Perhaps this group of friends has one of the craziest ideas, ever. In June 2013, Bryan Chan and four other colleagues from Stanford University decided to release a helium-filled weather balloon 98,000 feet high not far from the Grand Canyon in Arizona with a camera and a GPS attached; unfortunately, their initial plan failed when they lost track of the phone/GPS signal as it crushed on the ground. Calling it a lost cause, their GoPro was no longer found.
The group of five students took approximately four months to prepare to record a perfect GoPro shot of Arizona. The fun project begins when they created and launched the balloon equipped with a GoPro. To easily determine the balloon's position, they attached a smartphone GPS, which, at that time, was only limited to 60,000 feet range. They calculated and estimated the gadget's possible landing place and utilize the phone to retrieve.
"We used a GPS on a smartphone to continuously log the phone's location on its memory card. The standard GPS receiver these days can track your phone well above 100,000 ft... The phone was projected to land in an area with cell coverage. The problem was that the coverage map we were relying on (looking at you, AT&T) was not accurate, so the phone never got signal as it came back to Earth, and we never heard from it," Chan said in a Reddit post.

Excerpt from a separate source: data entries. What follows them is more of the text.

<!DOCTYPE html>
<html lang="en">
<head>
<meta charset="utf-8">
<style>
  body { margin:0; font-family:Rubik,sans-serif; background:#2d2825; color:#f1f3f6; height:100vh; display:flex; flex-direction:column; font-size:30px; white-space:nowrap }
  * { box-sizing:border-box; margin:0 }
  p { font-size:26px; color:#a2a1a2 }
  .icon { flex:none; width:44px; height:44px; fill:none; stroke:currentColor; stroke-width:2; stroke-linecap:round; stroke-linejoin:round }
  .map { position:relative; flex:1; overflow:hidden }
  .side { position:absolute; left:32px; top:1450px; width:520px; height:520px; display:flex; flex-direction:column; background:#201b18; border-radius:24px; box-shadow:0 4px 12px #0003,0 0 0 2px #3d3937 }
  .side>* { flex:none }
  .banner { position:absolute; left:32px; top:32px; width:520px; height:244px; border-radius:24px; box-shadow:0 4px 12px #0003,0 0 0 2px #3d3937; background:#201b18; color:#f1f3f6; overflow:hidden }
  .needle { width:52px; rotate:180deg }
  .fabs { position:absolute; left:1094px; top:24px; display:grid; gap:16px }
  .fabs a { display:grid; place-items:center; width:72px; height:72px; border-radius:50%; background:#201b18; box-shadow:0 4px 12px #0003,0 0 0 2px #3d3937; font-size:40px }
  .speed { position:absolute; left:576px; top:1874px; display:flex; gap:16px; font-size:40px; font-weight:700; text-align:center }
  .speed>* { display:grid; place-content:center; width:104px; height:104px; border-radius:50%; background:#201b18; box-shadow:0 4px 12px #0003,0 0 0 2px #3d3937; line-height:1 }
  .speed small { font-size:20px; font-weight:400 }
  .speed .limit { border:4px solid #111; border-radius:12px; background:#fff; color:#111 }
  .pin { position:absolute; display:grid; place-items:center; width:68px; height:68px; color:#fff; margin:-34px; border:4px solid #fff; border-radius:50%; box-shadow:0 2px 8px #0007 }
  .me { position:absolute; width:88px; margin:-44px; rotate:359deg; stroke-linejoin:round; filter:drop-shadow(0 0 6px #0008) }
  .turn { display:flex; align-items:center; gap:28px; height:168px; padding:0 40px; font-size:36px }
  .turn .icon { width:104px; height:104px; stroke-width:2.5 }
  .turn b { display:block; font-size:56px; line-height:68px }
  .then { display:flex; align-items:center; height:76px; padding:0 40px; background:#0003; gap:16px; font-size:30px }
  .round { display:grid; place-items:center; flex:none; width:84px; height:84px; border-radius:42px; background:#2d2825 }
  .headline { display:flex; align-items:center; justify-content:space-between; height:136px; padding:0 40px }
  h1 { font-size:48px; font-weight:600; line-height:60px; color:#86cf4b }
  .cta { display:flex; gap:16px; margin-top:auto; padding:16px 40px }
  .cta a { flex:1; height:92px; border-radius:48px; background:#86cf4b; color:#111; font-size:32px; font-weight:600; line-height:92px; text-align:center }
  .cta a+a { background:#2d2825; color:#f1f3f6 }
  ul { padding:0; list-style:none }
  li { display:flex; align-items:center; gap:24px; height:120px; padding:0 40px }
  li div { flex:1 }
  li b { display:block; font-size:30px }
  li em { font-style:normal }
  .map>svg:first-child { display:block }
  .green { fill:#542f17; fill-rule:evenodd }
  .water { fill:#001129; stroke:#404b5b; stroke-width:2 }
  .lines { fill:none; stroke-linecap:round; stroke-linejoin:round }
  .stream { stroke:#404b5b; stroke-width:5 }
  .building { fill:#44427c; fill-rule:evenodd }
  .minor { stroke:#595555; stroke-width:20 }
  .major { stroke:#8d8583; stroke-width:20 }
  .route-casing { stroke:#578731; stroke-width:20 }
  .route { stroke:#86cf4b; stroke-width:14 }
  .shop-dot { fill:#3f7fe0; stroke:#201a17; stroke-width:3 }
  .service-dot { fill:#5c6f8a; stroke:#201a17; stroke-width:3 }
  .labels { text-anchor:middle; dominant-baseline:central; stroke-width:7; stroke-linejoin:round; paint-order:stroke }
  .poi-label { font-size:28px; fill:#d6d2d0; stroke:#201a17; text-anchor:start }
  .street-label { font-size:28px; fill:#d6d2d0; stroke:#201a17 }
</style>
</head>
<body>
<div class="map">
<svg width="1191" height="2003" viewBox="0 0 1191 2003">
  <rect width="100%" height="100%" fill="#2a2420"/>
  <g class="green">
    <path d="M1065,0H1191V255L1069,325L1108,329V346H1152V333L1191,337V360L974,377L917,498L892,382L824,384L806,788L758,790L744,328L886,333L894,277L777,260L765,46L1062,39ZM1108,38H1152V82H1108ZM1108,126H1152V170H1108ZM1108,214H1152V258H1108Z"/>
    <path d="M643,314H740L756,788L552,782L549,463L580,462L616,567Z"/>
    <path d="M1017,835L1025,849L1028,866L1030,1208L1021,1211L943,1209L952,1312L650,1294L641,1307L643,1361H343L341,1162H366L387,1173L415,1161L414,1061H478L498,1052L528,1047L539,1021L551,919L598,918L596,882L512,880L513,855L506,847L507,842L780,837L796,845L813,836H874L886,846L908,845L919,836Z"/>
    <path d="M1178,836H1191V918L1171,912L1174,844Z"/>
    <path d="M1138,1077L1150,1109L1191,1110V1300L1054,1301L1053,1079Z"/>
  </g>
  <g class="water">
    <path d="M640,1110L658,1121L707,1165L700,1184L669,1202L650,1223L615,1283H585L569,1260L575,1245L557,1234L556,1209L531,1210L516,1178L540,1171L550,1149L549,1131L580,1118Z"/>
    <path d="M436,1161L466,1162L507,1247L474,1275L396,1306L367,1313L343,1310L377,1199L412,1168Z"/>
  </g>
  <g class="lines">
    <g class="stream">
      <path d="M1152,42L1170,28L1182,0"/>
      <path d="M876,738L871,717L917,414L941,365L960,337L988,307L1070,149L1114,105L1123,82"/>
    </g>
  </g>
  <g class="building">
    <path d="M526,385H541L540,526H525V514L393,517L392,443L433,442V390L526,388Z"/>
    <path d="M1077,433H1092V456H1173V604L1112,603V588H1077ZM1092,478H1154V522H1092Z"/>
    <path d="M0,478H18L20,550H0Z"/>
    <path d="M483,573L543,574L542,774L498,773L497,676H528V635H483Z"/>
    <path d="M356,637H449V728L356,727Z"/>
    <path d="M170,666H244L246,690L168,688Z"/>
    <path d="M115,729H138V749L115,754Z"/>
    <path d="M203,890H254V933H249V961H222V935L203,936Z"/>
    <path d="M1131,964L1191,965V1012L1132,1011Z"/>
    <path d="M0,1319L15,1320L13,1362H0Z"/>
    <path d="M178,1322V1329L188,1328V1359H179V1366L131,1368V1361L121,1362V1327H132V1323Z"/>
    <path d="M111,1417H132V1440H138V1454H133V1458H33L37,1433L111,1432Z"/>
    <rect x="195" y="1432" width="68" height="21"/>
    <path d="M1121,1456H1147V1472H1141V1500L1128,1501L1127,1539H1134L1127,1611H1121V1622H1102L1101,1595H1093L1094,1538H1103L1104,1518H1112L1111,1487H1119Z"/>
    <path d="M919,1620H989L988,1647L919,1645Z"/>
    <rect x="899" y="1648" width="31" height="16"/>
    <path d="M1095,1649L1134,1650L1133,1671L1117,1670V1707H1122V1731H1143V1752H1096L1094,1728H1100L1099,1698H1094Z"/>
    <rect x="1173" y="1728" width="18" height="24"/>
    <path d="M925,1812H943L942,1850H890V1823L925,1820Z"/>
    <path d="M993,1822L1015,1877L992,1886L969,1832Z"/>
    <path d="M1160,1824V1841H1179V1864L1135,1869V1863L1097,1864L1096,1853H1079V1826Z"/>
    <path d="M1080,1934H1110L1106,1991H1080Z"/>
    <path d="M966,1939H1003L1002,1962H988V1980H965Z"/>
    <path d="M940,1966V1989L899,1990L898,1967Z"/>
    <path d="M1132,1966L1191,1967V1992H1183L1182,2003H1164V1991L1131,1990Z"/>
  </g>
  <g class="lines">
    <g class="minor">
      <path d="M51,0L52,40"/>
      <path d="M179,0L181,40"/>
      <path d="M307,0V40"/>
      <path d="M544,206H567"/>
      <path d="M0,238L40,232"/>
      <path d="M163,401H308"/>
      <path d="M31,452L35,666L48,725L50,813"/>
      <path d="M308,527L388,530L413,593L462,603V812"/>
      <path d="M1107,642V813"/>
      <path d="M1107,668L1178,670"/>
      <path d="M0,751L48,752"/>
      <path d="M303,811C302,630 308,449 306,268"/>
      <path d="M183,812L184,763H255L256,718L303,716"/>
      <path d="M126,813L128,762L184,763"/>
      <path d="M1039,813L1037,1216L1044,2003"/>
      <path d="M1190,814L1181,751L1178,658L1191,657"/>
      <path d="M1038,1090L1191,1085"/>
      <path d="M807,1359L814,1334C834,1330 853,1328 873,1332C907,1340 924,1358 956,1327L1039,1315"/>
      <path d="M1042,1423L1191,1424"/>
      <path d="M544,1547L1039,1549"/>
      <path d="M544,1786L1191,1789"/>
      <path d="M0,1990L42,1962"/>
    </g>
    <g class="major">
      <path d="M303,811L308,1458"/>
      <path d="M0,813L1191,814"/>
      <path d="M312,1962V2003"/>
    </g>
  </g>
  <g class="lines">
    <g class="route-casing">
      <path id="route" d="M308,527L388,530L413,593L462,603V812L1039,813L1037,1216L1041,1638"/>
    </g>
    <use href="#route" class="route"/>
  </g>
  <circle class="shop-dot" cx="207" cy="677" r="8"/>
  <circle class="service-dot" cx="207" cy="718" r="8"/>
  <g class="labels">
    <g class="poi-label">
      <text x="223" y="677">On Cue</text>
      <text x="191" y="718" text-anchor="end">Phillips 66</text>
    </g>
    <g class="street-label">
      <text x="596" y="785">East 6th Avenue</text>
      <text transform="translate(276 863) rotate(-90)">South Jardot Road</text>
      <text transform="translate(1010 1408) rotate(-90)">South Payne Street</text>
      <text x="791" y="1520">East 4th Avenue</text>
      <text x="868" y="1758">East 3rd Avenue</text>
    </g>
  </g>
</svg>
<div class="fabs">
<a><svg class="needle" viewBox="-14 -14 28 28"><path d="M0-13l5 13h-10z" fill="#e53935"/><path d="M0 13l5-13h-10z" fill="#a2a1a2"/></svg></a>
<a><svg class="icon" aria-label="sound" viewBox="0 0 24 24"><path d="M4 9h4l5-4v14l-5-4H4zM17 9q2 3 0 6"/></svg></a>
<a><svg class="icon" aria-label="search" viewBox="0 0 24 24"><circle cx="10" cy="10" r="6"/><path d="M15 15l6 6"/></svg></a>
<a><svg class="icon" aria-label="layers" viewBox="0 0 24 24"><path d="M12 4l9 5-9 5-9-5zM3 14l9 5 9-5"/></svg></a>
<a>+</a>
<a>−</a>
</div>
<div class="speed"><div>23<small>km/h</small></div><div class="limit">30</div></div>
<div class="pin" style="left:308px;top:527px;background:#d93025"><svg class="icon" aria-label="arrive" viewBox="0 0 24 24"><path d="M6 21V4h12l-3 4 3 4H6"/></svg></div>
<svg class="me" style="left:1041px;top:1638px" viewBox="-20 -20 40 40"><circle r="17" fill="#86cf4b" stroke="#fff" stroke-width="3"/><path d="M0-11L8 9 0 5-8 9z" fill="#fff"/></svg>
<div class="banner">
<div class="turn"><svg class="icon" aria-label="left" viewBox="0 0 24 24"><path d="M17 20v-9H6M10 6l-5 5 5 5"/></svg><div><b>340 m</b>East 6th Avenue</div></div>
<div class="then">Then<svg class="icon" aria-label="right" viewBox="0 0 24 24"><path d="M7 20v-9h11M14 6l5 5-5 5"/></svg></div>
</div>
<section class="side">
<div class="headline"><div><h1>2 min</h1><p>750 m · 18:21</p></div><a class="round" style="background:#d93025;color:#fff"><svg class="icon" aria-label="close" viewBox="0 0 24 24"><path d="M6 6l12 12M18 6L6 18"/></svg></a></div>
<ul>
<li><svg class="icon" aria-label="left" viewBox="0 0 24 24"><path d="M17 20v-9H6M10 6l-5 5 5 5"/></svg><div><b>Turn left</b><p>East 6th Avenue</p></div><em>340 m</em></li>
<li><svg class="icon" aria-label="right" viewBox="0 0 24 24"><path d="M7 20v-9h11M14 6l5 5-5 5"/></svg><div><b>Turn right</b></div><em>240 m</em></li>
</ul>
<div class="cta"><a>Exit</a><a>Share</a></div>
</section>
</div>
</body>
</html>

Far from the expected landing, the device fell 50 miles away. But just as spectacular as the footages retrieved, the story ended happily when a woman, who happened to be working at AT&T, was hiking near the site came across the devices in the dirt more than two years after.
The woman took the devices in the store and identified the SIM card's owner. The phone, camera, and photos and videos were returned a few weeks later. The video's one hour and 38 minutes flight before sitting in the dust can be viewed on Youtube.